Tuesday, November 11, 2008

Another Brick in the Wall

Some of you might have noticed the wall in yesterday's photograph. Well, that's part of the York city wall. These walls extend for several miles around the centre of the city, and it's possible to walk around on the top of them - at least before they shut them at sundown. Though "sundown" is a fairly abstract concept when the sky is so filled with clouds that you can't actually see the sun, so at times it might be more guesswork than anything else.

While they don't completely surround the city centre like in the Chinese city Xi'an and you can't ride a bike around them, they do pre-date those walls by about 500 years, having being built some time around 71 AD. This is the one really weird thing about the UK. Everything is old. Historic. It's not like Australia where something is historic if it's been around for a hundred years or so. Heck, by those standards, there's probably some moldy bread lying on a street that's historic. But I digress, and I could most likely write a whole post about that, so there's no point in wasting good blogging material. So, back to the walls.
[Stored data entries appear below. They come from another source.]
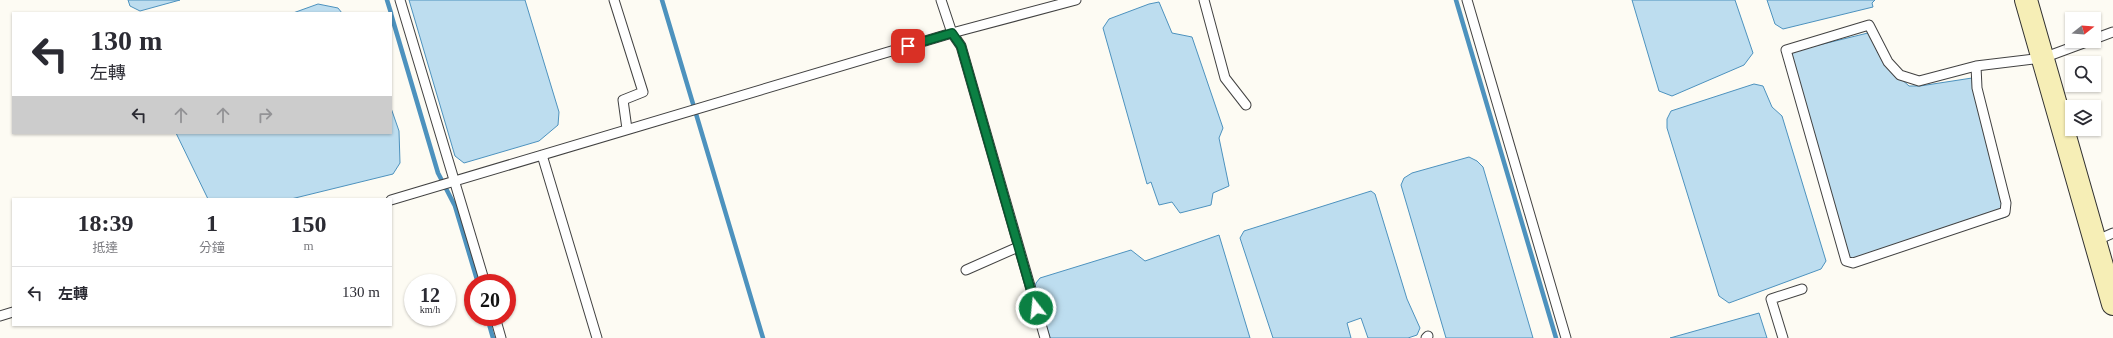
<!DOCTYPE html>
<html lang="zh-TW">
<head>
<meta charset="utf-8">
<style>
  :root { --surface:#fff; --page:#f7f7f7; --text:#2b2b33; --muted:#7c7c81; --line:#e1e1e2 }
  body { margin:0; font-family:"Times New Roman","Noto Sans TC",serif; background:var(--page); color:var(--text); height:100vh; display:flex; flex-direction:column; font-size:15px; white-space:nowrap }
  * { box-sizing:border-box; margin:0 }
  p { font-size:13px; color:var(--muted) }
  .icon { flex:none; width:22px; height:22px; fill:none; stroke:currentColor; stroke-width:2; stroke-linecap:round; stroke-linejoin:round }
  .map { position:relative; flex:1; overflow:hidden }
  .side { position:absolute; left:12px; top:198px; width:380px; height:128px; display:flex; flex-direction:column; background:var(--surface); border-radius:0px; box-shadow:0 1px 3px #0004 }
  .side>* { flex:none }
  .guide { position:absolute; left:12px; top:12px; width:380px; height:122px; border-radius:0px; box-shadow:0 1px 3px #0004; background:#fff; color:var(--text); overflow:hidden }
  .needle { width:26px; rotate:73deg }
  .buttons { position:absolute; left:2065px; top:12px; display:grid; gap:8px }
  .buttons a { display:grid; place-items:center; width:36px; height:36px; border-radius:0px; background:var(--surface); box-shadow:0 1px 3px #0004; font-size:20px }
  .speed { position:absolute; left:404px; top:274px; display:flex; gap:8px; font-size:20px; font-weight:700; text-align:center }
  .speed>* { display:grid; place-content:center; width:52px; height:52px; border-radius:50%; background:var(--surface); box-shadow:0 1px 3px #0004; line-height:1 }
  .speed small { font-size:10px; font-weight:400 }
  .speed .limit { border:6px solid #d22; background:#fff; color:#111 }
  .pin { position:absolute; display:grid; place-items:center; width:34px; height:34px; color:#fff; margin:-17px; border-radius:8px; box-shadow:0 2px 6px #0006 }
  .me { position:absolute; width:44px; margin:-22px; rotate:344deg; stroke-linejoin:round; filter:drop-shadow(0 0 3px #0008) }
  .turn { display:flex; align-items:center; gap:14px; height:84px; padding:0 12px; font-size:18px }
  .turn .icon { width:52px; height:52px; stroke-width:2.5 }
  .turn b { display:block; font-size:28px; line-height:34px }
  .lanes { display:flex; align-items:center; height:38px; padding:0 12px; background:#0003; justify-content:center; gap:20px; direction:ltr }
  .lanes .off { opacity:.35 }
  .eta { display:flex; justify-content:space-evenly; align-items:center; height:68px; text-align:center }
  .eta b { font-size:24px; font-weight:800; line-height:28px }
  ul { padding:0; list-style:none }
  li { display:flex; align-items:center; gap:12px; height:52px; padding:0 12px; border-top:1px solid var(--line) }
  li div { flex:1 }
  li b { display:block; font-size:15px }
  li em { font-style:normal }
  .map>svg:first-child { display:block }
  .water { fill:#bdddef; stroke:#4d92be }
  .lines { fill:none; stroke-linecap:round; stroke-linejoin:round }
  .stream { stroke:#4d92be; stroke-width:4.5 }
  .lane-casing { stroke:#424242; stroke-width:11 }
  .secondary-casing { stroke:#313131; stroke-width:24 }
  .lane { stroke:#fff; stroke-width:9 }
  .secondary { stroke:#f6eeb6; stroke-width:22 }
  .route-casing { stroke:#07532c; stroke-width:10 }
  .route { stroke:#0b8043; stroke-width:7 }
</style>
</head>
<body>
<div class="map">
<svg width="2113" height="338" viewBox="0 0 2113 338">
  <rect width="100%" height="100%" fill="#fdfbf3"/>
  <path class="water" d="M128,0H180L140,11L130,6Z
    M409,0H525L559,112L558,125L539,141L464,163L455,156Z
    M1632,0H1735L1753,53L1744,65L1672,96L1659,91Z
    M1767,0H1875L1872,3L1873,7L1783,29L1775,24Z
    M1159,2L1172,33L1192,37L1223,128L1219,138L1229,186L1213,193L1211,205L1180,213L1172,202L1159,205L1151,182L1147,184L1103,28L1109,19L1149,4Z
    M318,4L338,8L342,13H293Z
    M1872,32L1889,68L1909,86H1920L1972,78L1976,83L2006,217L1853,264L1847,263L1790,56L1794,51Z
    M1754,84L1763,86L1772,107L1782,116L1826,261L1821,269L1729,303L1719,296L1667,128V119L1671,111Z
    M391,108L399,131L400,163L393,174L291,199H208L176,133H391Z
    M1469,157L1477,161L1483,167L1533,338H1446L1401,185L1404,178L1412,173Z
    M1371,191L1375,194L1407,299L1420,328L1417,335L1408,338H1368L1361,318L1347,323L1351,338H1273L1240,238L1244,231Z
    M1219,235L1250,338H1050L1035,288L1036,283L1040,278L1131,250L1145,261Z
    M1759,313L1767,338H1670Z"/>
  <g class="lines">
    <path class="stream" d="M387,0L391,13
      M662,0L763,338
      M1456,0L1556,338
      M391,14L438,173L455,206L478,283
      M487,317L493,338"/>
    <defs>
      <path id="lane" d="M400,0L485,283
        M614,0L643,92L623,100L627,129
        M941,0L952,33L961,46L1045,338
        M1204,0L1225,78L1246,105
        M1467,0L1566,338
        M2094,39L2113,32
        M1976,66L1977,88L2006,203L2005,212L1853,263L1846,261L1786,50L1869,25L1888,62L1900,75L1919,81L1976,66L2043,58L2089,41
        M542,155L597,338
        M391,200L952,33L1076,0
        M2095,241L2113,233
        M966,270L1018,247
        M0,316L13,312
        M495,317L501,338
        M1426,338L1428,336
        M1783,338L1771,299L1802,289"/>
      <path id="secondary" d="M2026,0L2113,304"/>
    </defs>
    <use href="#lane" class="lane-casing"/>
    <use href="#secondary" class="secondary-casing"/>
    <use href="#lane" class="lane"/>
    <use href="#secondary" class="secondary"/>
  </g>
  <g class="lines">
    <defs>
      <path id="route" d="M908,46L952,33L961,46L1036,308"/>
    </defs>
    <use href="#route" class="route-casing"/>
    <use href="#route" class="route"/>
  </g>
</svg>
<div class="buttons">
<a><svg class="needle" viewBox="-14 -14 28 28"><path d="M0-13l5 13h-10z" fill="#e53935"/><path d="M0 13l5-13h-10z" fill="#7c7c81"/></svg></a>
<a><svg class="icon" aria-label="search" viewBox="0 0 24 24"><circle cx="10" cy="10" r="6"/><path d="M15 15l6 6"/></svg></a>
<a><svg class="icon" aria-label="layers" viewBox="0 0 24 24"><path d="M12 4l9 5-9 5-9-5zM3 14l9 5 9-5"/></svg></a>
</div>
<div class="speed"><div>12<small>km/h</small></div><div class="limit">20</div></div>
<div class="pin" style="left:908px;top:46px;background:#d93025"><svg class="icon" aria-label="arrive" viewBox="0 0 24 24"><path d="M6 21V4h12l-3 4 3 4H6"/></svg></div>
<svg class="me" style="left:1036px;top:308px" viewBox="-20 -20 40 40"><circle r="17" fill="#0b8043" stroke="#fff" stroke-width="3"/><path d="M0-11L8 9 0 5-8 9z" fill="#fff"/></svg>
<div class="guide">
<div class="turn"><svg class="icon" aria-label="left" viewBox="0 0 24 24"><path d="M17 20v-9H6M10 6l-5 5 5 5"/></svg><div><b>130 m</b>左轉</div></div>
<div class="lanes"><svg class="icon" aria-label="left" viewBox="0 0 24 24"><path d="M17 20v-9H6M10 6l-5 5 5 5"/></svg><svg class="icon off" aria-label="ahead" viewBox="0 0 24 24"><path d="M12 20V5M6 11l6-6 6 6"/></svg><svg class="icon off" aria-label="ahead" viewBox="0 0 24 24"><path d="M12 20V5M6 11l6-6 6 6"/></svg><svg class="icon off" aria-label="right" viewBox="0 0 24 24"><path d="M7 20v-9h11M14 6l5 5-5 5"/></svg></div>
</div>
<section class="side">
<div class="eta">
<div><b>18:39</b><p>抵達</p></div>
<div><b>1</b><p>分鐘</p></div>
<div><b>150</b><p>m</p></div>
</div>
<ul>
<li><svg class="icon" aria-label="left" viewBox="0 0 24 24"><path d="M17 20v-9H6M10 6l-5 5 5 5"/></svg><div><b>左轉</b></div><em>130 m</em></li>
</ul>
</section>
</div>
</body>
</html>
Well, it's obvious that the thing have been here for a while, because if you walk on the edge, a loose stone here and there reminds you that you're perhaps not doing the safest thing in the world. Perhaps the most interesting thing is that the ground level at points has risen so much that the walls would be unlikely to keep out anything at all. In fact, they could probably be breached by a slightly aggressive squirrel whose nuts have been stolen. Hmmm, squirrel sappers. Now there's an idea.

Monday, November 10, 2008

Life in the Bike Lane

Apologies for not having updated this in a while, but I've been fairly busy. I thought I was overdue for me to give a bit of information about where I am. I'm living in York, which is an interesting little city. So far, the English weather has proven to be as fickle as a four year old's temper, and the Crowded House song "Four Seasons in One Day" isn't even close. Four seasons in one hour would probably be closer to the mark.

But the thing I'm posting about today is how York is so amazingly accommodating to cyclists. Coming from Canberra, which is supposedly a cyclist friendly city (although sometimes some car drivers seem to forget that), York wins unequivocally in providing for cyclists.

Not only do cyclists get bike paths on the side of the road, but cars actually give way to them instead of treating them as a mobile speed hump that gives them points in some kind of real-life Grand Theft Auto game.

However, the really unique thing is that cyclists get their own traffic lights. Yes, there's bicycle lights that go green when cyclists get their turn to go while all the cars are stopped for them to go through.

In some intersections, there's even little "bike-only" areas right at the front of the intersection, so the cyclists get to ride past all the stationary cars at the red traffic lights to their little buffer zone. Then, before all the cars get to go, the cyclists get a few seconds to get moving and through the intersection and get back in their bike line before the red lights disappear completely and allow the cars to move as well.

Of course, there has to be some drawback to all this cyclist generosity. And there is, but it's a fairly simply one. If you ride on the pedestrian footpath, you're liable to be hit with a 30 pound fine.